Data for this exercise.
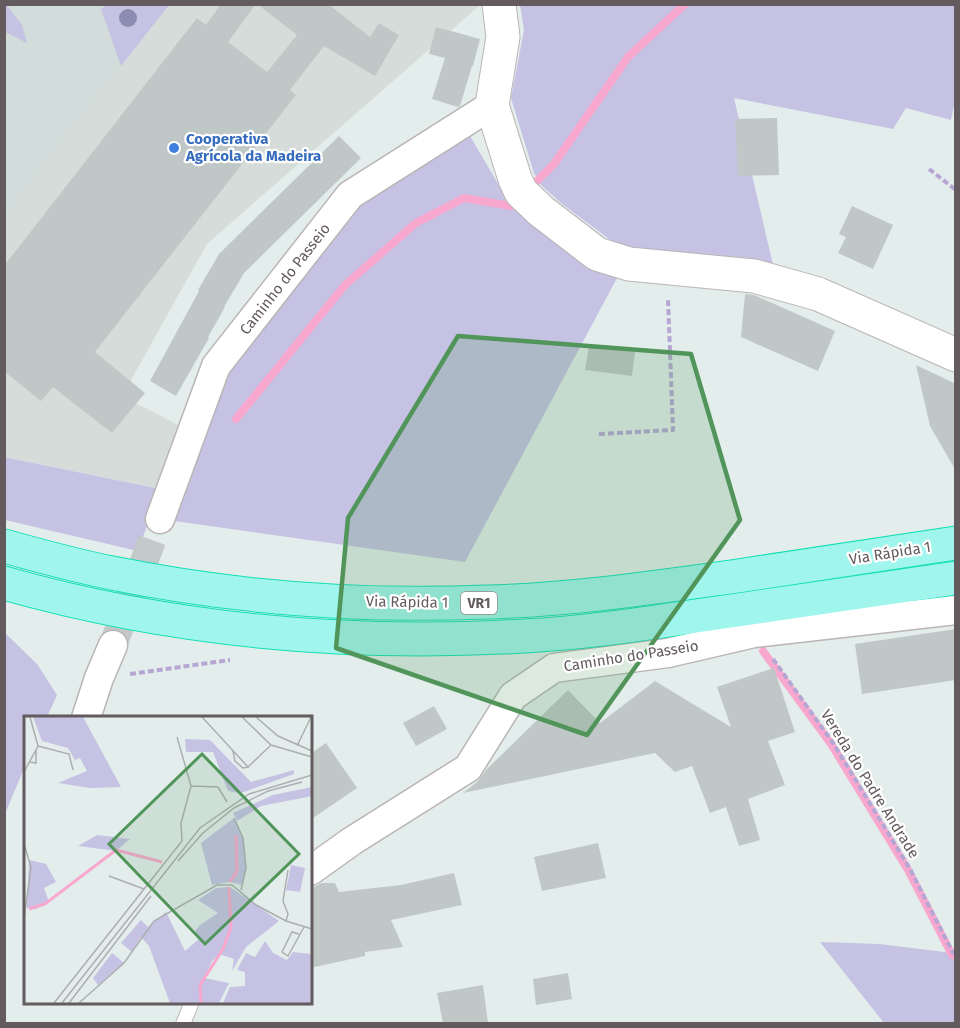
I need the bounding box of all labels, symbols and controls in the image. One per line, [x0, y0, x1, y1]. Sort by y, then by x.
place label: Cooperativa Agrícola da Madeira [185, 130, 321, 165]
marker: Cooperativa Agrícola da Madeira [167, 141, 181, 155]
street label: Caminho do Passeio [236, 220, 334, 338]
street label: Via Rápida 1 [848, 538, 932, 568]
street label: Via Rápida 1 [366, 592, 448, 612]
road number: VR1 [461, 592, 497, 614]
street label: Caminho do Passeio [562, 636, 700, 676]
street label: Vereda do Padre Andrade [817, 706, 923, 862]
inset map [24, 716, 312, 1004]

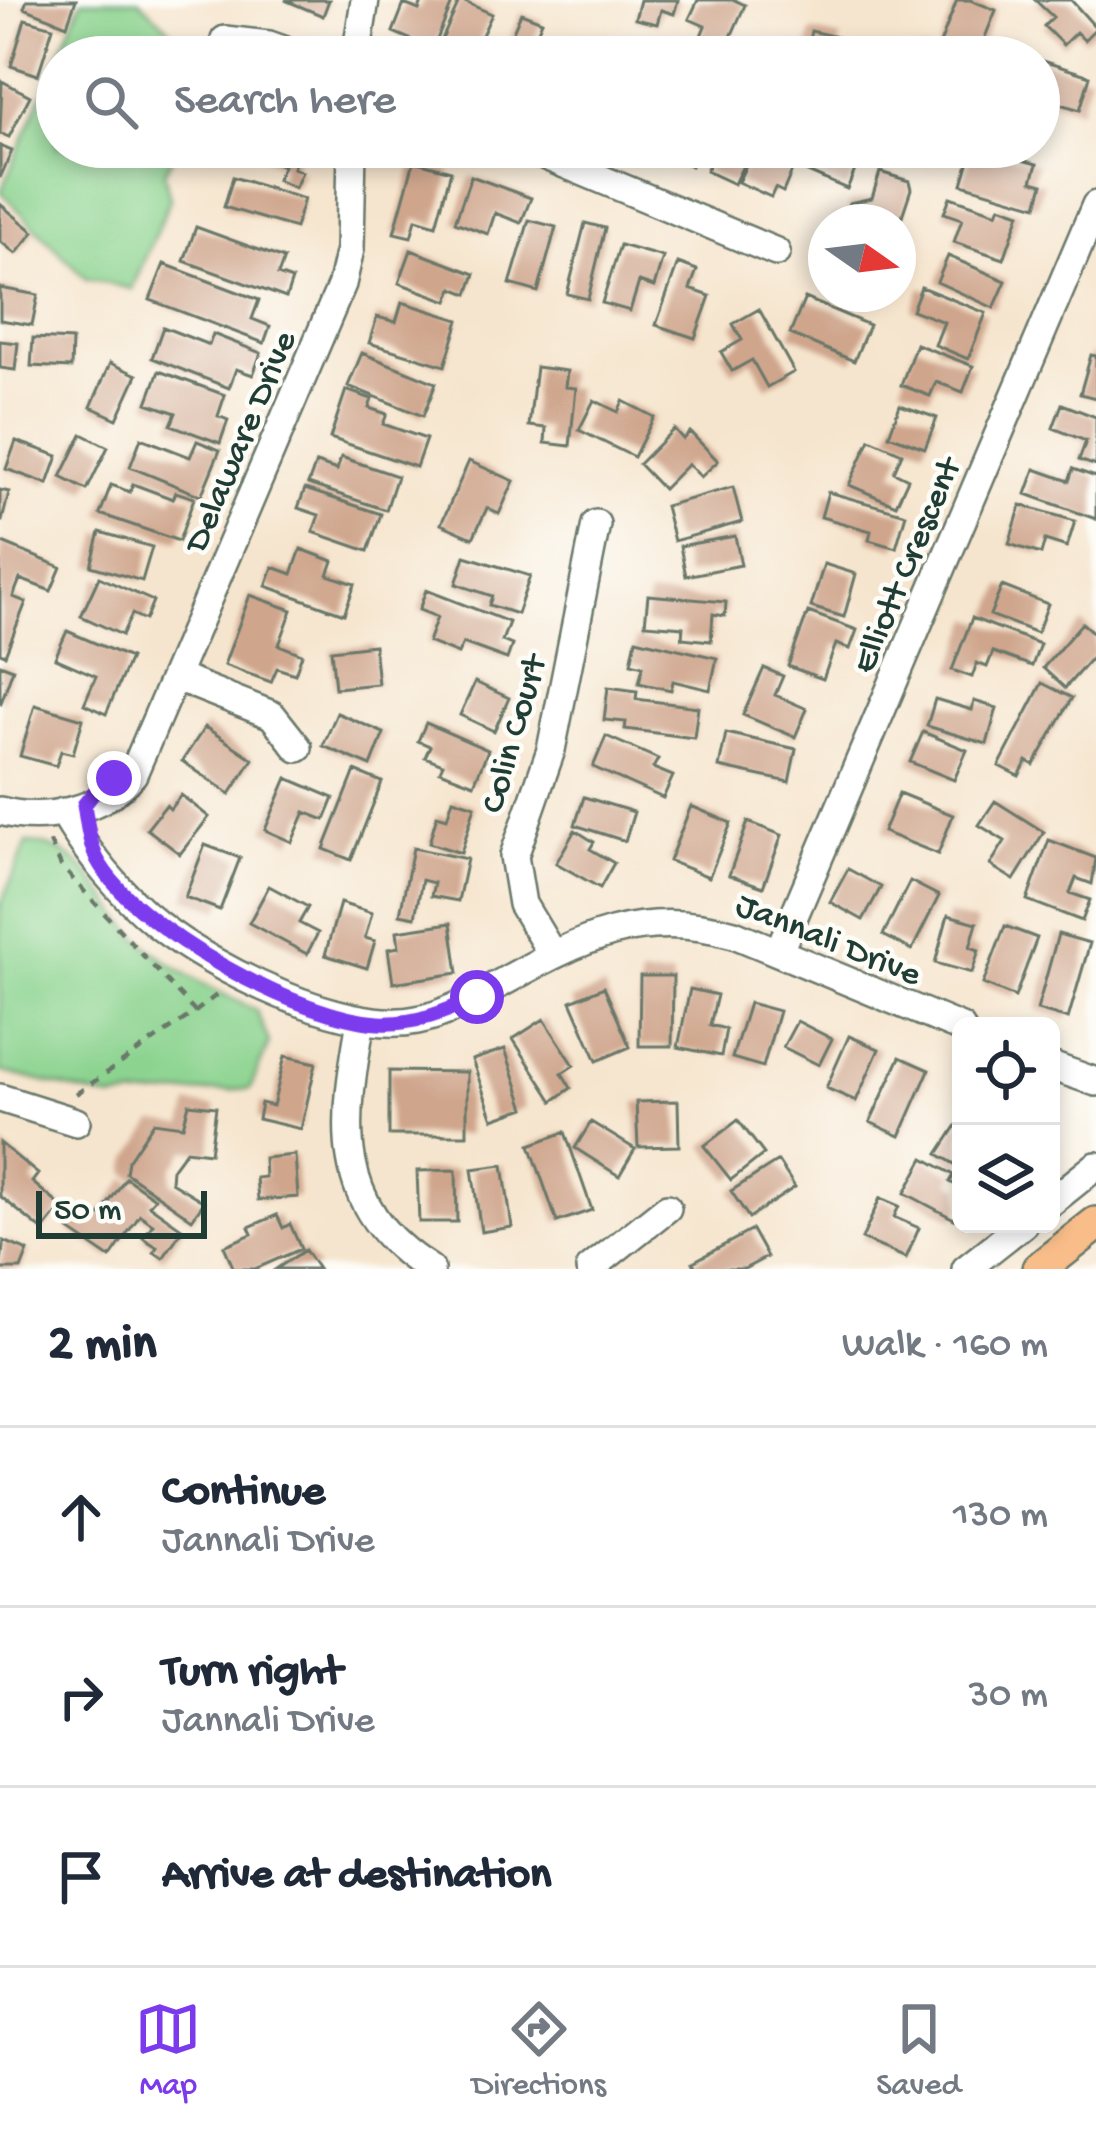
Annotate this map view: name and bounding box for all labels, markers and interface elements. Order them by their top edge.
search box [36,36,1060,168]
icon: search [78,69,144,135]
text: Search here [174,76,396,129]
north arrow [808,204,916,312]
street label: Delaware Drive [176,325,309,561]
street label: Elliott Crescent [844,450,975,681]
street label: Colin Court [473,648,560,819]
route end [87,751,141,805]
street label: Jannali Drive [729,885,927,999]
route start [450,970,504,1024]
map controls [952,1017,1060,1233]
button: locate [952,1017,1060,1125]
button: layers [952,1125,1060,1233]
scale bar [36,1185,207,1238]
text: 50 m [54,1193,121,1231]
text: 2 min [48,1317,157,1377]
text: Walk · 160 m [842,1324,1048,1370]
text: Continue [162,1467,325,1520]
icon: ahead [48,1484,114,1550]
text: 130 m [953,1494,1048,1540]
text: Jannali Drive [162,1520,374,1566]
text: Turn right [162,1647,342,1700]
icon: right [48,1664,114,1730]
text: 30 m [969,1674,1048,1720]
text: Jannali Drive [162,1700,374,1746]
icon: arrive [48,1844,114,1910]
text: Arrive at destination [162,1850,551,1903]
tab: Map [135,1996,201,2106]
tab: Directions [472,1996,606,2106]
tab: Saved [876,1996,961,2106]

Task requirements. Give back every entry in full, exactly as written, with no picture included.

Response to the task.
I need the bounding box of all labels, symbols and controls in the image. One per line, [x0, y0, x1, y1]. Sort by y, then by x.
place label: Cooperativa Agrícola da Madeira [185, 130, 321, 165]
marker: Cooperativa Agrícola da Madeira [167, 141, 181, 155]
street label: Caminho do Passeio [236, 220, 334, 338]
street label: Via Rápida 1 [848, 538, 932, 568]
street label: Via Rápida 1 [366, 592, 448, 612]
road number: VR1 [461, 592, 497, 614]
street label: Caminho do Passeio [562, 636, 700, 676]
street label: Vereda do Padre Andrade [817, 706, 923, 862]
inset map [24, 716, 312, 1004]

Annotate this map view: name and bounding box for all labels, markers and interface elements. Order them by their top edge.
search box [36,36,1060,168]
icon: search [78,69,144,135]
text: Search here [174,76,396,129]
north arrow [808,204,916,312]
street label: Delaware Drive [176,325,309,561]
street label: Elliott Crescent [844,450,975,681]
street label: Colin Court [473,648,560,819]
route end [87,751,141,805]
street label: Jannali Drive [729,885,927,999]
route start [450,970,504,1024]
map controls [952,1017,1060,1233]
button: locate [952,1017,1060,1125]
button: layers [952,1125,1060,1233]
scale bar [36,1185,207,1238]
text: 50 m [54,1193,121,1231]
text: 2 min [48,1317,157,1377]
text: Walk · 160 m [842,1324,1048,1370]
text: Continue [162,1467,325,1520]
icon: ahead [48,1484,114,1550]
text: 130 m [953,1494,1048,1540]
text: Jannali Drive [162,1520,374,1566]
text: Turn right [162,1647,342,1700]
icon: right [48,1664,114,1730]
text: 30 m [969,1674,1048,1720]
text: Jannali Drive [162,1700,374,1746]
icon: arrive [48,1844,114,1910]
text: Arrive at destination [162,1850,551,1903]
tab: Map [135,1996,201,2106]
tab: Directions [472,1996,606,2106]
tab: Saved [876,1996,961,2106]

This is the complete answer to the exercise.